Shaun: And of course, that’s my story. Your vision is going to look somewhat different than mine. Maybe you don’t start a coaching program. I don’t know what you do or don’t do. All of it starts with that vision. Since everybody’s vision is different and then the vehicles of how we get there, some of you might say, “I don’t want to do coaching. I really do want to have a rental business.”

But the vehicle for you to get there doesn’t necessarily have to include debt if you don’t want it to. You can take on a joint venture partner and have the joint venture partner put up the money. You guys could split rents. And then when the property goes vacant, there’s no payment to make. You guys just both don’t make money that month. There are all kinds of different vehicles which are ways to get to your vision, but you want to get to your vision in ways that honor all aspects of your vision, not just the business aspect.

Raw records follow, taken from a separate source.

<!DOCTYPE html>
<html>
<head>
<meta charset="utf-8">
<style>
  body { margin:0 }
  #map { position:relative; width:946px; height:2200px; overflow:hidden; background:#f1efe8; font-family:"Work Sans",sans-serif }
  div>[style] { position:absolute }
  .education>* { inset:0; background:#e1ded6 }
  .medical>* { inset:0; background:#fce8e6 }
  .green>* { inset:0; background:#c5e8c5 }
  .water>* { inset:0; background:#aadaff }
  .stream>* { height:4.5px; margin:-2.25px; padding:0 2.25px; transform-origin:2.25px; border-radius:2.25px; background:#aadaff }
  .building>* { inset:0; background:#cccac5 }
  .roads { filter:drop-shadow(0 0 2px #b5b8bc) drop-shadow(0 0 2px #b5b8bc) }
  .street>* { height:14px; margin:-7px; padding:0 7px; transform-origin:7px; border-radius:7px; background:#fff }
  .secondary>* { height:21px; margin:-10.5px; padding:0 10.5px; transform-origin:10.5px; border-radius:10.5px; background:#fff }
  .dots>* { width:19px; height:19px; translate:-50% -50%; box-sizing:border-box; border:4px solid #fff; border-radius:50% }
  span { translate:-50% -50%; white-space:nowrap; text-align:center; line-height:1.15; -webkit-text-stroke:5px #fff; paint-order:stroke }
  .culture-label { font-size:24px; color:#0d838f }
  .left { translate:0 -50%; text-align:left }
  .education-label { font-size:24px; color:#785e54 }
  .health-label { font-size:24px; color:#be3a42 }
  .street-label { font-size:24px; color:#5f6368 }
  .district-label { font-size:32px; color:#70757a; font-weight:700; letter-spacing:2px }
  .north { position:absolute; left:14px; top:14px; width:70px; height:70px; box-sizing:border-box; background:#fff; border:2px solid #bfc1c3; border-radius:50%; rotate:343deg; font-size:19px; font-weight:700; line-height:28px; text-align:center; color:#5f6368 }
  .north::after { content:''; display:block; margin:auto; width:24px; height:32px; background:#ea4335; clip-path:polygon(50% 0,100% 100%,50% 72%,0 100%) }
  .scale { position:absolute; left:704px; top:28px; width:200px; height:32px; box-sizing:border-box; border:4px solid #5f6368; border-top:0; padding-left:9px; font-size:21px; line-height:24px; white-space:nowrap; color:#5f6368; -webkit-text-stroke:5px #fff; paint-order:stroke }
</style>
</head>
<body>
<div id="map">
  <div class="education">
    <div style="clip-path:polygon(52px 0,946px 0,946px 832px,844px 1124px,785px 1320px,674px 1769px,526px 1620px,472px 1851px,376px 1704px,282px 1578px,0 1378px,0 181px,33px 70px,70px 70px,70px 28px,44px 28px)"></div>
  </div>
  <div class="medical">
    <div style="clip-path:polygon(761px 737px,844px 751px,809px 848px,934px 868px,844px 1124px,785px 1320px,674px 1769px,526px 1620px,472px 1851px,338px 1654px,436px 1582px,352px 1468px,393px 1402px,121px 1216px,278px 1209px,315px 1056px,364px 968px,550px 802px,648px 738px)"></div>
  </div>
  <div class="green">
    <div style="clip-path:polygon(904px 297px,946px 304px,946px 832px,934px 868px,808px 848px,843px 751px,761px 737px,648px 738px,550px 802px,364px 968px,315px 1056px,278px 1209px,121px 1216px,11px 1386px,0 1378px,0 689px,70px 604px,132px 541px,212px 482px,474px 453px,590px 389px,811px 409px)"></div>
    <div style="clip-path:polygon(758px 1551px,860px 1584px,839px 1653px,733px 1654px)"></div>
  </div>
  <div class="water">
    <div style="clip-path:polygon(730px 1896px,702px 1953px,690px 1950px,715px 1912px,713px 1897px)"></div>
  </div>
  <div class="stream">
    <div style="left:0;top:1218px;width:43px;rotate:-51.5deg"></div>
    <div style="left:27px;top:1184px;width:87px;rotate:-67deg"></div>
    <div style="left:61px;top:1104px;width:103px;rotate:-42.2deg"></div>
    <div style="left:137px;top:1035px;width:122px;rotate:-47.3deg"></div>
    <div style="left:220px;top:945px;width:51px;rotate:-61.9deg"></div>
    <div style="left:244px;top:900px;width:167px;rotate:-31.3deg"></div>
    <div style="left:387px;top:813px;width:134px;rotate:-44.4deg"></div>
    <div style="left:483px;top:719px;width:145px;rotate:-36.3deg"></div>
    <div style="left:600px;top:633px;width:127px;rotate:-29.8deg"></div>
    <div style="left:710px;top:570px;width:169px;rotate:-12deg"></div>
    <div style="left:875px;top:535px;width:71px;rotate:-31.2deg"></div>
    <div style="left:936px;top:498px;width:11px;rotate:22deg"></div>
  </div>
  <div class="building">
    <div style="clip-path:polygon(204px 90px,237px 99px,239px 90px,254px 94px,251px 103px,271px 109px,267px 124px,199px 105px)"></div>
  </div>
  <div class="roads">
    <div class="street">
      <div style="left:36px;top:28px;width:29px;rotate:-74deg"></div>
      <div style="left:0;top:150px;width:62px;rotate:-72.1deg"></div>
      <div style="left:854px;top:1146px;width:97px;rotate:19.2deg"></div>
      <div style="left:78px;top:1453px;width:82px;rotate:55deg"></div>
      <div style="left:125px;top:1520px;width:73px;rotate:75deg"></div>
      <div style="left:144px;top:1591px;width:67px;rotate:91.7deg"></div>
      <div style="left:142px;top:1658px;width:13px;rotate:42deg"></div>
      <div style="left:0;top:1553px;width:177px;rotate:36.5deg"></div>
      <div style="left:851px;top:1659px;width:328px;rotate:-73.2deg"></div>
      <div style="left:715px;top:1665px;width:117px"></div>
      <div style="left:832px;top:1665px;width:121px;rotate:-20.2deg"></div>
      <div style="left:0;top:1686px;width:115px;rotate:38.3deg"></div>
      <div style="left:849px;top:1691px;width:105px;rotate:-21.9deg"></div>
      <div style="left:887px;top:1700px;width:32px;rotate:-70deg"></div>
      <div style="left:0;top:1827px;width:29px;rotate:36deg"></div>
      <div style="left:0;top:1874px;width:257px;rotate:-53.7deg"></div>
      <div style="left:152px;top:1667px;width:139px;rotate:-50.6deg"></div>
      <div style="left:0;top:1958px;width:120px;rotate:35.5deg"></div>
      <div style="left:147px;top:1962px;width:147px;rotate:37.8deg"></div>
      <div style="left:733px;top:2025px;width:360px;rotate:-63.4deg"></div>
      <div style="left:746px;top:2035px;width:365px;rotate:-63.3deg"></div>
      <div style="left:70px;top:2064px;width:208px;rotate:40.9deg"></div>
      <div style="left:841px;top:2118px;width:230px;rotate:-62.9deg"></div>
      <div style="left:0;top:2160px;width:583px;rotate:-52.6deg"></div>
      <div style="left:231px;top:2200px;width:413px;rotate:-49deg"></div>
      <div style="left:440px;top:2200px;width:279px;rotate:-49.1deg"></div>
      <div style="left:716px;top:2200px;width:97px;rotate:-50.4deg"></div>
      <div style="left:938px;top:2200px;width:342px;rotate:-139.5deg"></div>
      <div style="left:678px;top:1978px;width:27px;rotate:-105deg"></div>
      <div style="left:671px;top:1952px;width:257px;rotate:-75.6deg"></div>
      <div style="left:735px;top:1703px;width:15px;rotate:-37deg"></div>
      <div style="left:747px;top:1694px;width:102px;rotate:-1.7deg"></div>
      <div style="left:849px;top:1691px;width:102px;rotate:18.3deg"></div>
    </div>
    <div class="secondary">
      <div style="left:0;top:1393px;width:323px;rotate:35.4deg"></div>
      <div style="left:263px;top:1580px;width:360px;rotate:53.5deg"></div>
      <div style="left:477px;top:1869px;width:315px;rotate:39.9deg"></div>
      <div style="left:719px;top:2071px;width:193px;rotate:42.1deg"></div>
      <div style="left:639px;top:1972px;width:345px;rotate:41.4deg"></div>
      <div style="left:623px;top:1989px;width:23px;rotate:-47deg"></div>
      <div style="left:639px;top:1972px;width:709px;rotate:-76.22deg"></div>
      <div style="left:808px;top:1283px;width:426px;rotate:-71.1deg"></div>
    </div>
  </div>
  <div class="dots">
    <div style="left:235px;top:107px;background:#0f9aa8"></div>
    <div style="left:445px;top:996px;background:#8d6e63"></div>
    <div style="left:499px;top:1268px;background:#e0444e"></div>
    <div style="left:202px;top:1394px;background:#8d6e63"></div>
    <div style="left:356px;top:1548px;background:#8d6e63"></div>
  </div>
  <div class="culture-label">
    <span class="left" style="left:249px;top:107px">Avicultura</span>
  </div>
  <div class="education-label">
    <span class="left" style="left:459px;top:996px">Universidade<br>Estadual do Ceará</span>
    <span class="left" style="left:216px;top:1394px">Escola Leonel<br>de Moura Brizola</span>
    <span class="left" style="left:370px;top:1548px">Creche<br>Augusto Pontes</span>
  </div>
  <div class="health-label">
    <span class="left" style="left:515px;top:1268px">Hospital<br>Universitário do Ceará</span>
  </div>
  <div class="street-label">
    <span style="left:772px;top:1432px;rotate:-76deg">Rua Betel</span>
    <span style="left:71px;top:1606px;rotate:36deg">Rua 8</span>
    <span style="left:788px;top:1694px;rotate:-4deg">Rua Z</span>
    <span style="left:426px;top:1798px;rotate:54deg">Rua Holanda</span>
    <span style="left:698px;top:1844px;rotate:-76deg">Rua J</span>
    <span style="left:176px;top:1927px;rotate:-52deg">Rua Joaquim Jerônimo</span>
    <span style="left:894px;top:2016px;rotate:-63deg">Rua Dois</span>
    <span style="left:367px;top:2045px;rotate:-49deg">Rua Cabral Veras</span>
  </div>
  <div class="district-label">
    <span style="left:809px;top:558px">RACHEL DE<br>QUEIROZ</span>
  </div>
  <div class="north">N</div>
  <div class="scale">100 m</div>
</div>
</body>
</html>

Mike: Right. Awesome. Well, guys, we’ll add a link to how to get to Lifeonaire down below here and how to pick up the book if you want it. I’d recommend it. It’s a great book. It kind of opens your eyes as to why you work so hard and how you can do things differently. Shaun, I definitely appreciate you spending time with us today.

Shaun: You’re welcome, man. Thanks for having me on.

Mike: Good to see you, my friend.

Shaun: I appreciate it, brother.

Mike: We’ll see you at the REI Power Summit.

Shaun: Oh yeah, I’ll be there.

Mike: Awesome. Take care. Have a good day.